A quick follow up to my previous post. To recap, a new paper in Science reports high (20-40%) derived frequencies for an allele which seems correlated with higher rates of aneuploidy. Anueploidy is bad, because often it results in nonviable offspring (individuals with Down syndrome have a viable anueploidy). The strange thing about this region of the genome is that it looks like modern humans have harbored this variant since the divergence from Neandertals. But, it has not gone to fixation. Its frequency in the intermediate range all this time, segregating in pretty much all populations from what it looks like, suggests balancing selection.
Most of the paper is focused on medical genetics and the genome-wide association. The evolutionary aspect is interesting, but struck me as something of an afterthought. I made some chit-chat with the first author at the Bay Area Population Genomics meeting last December, and he didn’t let on that he had any good idea for why this allele was persisting. So I doubt that the group is wedded to the idea that miscarriage is a strategy for masking paternity and encouraging male investment. I’ve asked around people who work in behavioral ecology and they’re skeptical too. There’s a mystery here, and it’s kind of a big deal in my opinion, but there’s not much clarity.
On Twitter Vincent Lynch pointed out that the locus in question, PLK4, has been implicated in testes development. So one possible answer that crops up is that it is some form of sexually anatongistic selection. Meanwhile, Greg Cochran posits that we’re seeing some sort of meiotic drive, where there is selection pressure operating on the level of the genome itself (e.g., “selfish genetic elements” type dynamics). These are both plausible to me, and suggest that there needn’t be an explanation rooted in our human uniqueness to answer this particular genomic mystery.
A common tendency among genomicists, who are modern humans, is to always highlight variants which have been selected in our lineage in comparison to nearby lineages. Before ancient DNA this usually meant chimpanzees, but now we’re talking Neandertals and Denisovans. Humans are a pretty big deal, and intuitively we think that our genomics are also a pretty big deal. There must be a key that unlocks our uniqueness, so searching through the 3 billion base pairs in our genome we stumble upon distinctive evolutionary histories, and think “eureka, this is It, the ultimate locus of our genius!” In pre-modern language, our souls. But the fact is that over tens of millions of polymorphisms in the genome you are naturally going to find regions where we are unique in relation to our relatives, and the broader mammalian family tree, just as a matter of chance. If we lived in the world of the Neanderthal Parallex no doubt Neandertal genomicists would be engaging in the same search for the uniqueness of their lineage, and discover regions where they are sui generis in relation to other hominins and mammals more broadly. The few times I’ve been to ASHG I stumble onto talks where the authors present evidence of genomic regions which are unique in our species, the implication being that this might be somehow responsible for the nature of who we are. Of course the researchers in question are usually not interested in that topic that much, rather, it is an interesting side element that adds to the sexiness of their results, and the glamour usually fades over time.
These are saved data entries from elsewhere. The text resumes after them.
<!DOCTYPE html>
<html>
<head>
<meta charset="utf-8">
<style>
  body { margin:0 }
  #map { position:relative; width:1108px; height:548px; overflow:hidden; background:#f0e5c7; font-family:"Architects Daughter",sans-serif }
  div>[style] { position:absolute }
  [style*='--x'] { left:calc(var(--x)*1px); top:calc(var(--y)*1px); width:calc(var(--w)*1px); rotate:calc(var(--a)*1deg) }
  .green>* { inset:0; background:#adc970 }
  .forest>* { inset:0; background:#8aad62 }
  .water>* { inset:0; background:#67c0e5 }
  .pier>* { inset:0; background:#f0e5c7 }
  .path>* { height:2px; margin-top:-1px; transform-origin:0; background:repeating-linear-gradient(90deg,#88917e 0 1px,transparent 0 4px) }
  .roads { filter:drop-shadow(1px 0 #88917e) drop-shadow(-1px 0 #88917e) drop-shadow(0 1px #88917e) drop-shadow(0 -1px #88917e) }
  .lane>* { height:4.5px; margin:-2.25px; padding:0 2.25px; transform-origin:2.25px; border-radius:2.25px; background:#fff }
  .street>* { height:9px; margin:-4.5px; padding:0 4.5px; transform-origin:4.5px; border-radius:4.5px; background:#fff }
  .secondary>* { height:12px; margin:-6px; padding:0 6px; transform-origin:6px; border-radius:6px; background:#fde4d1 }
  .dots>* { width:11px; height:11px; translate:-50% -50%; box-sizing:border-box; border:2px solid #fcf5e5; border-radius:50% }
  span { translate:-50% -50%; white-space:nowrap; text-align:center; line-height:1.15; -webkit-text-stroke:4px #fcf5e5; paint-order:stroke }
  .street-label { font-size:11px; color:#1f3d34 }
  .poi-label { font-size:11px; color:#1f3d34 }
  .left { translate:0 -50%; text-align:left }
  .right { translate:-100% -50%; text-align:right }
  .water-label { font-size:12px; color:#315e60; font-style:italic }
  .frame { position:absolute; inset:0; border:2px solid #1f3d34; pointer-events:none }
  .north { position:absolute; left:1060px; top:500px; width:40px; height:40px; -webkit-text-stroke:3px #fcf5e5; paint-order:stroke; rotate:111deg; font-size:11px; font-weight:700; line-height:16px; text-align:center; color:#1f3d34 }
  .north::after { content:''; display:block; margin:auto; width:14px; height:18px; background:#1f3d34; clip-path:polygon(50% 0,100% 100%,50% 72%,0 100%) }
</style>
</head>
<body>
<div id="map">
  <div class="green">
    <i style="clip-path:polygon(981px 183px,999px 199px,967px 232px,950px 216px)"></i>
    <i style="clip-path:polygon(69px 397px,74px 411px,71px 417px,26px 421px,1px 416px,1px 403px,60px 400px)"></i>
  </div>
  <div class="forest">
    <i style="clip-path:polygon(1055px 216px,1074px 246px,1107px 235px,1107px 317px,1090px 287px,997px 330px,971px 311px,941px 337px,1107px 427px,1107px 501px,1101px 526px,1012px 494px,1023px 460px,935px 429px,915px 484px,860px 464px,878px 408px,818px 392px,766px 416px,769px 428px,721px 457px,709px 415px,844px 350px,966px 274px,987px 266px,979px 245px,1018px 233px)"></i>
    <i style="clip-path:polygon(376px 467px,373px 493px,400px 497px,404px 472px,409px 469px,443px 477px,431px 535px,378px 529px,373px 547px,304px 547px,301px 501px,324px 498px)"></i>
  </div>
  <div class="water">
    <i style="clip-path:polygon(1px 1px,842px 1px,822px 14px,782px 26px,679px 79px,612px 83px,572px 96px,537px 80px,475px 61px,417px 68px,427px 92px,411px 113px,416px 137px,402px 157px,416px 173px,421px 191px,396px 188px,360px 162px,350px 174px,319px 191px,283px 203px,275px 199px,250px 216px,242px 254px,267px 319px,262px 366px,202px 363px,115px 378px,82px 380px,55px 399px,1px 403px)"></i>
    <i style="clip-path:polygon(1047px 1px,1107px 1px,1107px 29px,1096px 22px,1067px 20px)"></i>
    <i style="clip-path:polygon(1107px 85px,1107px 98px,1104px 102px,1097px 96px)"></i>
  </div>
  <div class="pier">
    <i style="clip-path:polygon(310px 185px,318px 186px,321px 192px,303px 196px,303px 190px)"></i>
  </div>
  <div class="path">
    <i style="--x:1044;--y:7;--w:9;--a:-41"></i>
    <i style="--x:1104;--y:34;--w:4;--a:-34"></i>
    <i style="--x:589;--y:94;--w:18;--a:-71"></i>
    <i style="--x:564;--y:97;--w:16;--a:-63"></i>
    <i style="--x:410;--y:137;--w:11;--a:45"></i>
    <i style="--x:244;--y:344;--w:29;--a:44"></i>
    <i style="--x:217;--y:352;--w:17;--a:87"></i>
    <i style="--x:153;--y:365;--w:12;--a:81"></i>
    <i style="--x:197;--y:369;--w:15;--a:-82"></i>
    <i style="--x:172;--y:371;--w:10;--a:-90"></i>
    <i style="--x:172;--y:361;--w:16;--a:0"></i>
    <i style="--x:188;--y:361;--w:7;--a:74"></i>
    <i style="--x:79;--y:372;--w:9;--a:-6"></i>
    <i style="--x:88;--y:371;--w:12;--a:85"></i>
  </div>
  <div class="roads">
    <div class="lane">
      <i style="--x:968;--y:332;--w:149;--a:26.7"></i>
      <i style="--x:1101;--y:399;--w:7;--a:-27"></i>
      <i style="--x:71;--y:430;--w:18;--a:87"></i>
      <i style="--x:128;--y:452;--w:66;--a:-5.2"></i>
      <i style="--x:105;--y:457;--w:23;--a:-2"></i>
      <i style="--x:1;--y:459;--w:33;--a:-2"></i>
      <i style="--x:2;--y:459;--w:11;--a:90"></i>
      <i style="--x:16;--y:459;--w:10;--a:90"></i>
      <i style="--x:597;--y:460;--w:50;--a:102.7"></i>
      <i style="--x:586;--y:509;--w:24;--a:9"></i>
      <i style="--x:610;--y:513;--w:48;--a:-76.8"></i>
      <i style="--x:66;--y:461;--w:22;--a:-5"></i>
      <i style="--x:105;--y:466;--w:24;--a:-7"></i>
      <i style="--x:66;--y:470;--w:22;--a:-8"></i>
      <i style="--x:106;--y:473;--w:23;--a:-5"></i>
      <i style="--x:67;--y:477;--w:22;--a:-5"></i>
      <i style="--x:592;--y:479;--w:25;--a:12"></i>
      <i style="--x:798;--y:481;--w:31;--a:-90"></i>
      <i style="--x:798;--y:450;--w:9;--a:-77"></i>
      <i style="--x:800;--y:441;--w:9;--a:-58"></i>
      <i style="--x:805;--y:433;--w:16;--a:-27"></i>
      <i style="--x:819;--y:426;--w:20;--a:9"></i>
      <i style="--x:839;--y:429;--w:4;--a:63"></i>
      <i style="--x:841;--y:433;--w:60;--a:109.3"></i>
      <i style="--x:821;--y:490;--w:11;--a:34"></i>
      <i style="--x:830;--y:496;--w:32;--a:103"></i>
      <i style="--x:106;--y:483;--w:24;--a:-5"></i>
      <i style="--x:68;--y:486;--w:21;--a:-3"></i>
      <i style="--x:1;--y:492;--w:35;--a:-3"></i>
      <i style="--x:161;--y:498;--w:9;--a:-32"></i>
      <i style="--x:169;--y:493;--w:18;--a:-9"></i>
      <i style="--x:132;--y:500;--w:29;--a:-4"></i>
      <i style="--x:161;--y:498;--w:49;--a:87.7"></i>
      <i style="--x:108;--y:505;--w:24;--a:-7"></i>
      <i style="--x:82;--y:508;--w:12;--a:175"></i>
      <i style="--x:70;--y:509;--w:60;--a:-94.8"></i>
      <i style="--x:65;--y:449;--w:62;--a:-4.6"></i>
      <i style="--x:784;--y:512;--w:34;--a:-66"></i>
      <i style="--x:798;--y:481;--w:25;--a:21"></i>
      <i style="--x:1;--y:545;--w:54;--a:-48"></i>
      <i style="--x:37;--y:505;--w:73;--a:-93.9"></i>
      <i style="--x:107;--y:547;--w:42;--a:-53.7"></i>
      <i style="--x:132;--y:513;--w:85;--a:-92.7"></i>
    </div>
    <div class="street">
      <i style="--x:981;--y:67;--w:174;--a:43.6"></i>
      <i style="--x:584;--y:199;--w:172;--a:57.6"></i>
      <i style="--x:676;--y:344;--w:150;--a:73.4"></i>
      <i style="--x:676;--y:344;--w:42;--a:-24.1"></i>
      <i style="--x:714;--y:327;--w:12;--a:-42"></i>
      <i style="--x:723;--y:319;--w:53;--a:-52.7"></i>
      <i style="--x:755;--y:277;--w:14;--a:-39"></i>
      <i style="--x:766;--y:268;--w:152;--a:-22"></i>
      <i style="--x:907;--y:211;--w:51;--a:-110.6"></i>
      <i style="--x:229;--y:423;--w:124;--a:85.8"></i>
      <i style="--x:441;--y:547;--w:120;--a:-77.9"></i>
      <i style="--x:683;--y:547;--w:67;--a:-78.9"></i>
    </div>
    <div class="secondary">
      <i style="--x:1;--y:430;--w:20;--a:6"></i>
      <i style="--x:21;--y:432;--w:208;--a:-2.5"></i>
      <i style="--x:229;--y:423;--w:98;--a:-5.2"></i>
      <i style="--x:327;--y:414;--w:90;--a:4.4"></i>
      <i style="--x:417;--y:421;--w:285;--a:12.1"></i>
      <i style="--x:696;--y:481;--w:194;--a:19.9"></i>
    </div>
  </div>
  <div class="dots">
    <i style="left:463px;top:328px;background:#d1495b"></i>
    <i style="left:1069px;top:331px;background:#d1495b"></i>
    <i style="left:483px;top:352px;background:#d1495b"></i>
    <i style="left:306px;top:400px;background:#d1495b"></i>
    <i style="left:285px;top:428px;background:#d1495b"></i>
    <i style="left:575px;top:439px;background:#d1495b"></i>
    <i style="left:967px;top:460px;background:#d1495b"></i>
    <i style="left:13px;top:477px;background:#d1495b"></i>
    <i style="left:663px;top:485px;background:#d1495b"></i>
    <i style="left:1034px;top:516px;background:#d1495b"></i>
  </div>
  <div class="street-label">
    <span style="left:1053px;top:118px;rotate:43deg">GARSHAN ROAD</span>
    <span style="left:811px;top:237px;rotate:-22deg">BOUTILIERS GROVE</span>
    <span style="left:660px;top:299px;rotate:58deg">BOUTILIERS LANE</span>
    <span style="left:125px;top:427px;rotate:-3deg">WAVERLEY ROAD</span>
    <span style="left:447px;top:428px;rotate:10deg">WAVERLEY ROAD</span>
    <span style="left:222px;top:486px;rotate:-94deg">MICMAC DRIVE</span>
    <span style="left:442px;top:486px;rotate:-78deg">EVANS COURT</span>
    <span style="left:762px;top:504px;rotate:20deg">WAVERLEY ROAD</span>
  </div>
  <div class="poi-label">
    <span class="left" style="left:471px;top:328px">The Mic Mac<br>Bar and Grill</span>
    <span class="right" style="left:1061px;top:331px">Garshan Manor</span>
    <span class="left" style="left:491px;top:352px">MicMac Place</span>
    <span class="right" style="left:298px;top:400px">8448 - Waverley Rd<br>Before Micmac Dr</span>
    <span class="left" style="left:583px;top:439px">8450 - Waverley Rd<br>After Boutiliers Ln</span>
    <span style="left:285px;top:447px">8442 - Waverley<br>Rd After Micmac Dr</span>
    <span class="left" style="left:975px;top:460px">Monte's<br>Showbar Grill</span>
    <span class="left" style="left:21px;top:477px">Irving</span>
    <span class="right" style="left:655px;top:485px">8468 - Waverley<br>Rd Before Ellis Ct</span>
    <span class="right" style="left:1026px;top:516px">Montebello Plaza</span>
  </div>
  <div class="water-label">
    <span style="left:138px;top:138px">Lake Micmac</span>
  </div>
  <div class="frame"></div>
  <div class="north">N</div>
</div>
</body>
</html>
There is the quest for the the gene for everything. It’s a major problem with media representations of behavior genetics. But a lot of interesting traits are polygenic. We’ve long known this from classical genetics, and genomics is confirming this. There’s not a gene for anything, but a host of genes. Quantitative genetics is banal, but it is powerful. We need to be more open to the possibility that humanity as we understand it isn’t a clear and distinct thing, but the end of a distribution of possibilities long pregnant in our lineage of apes.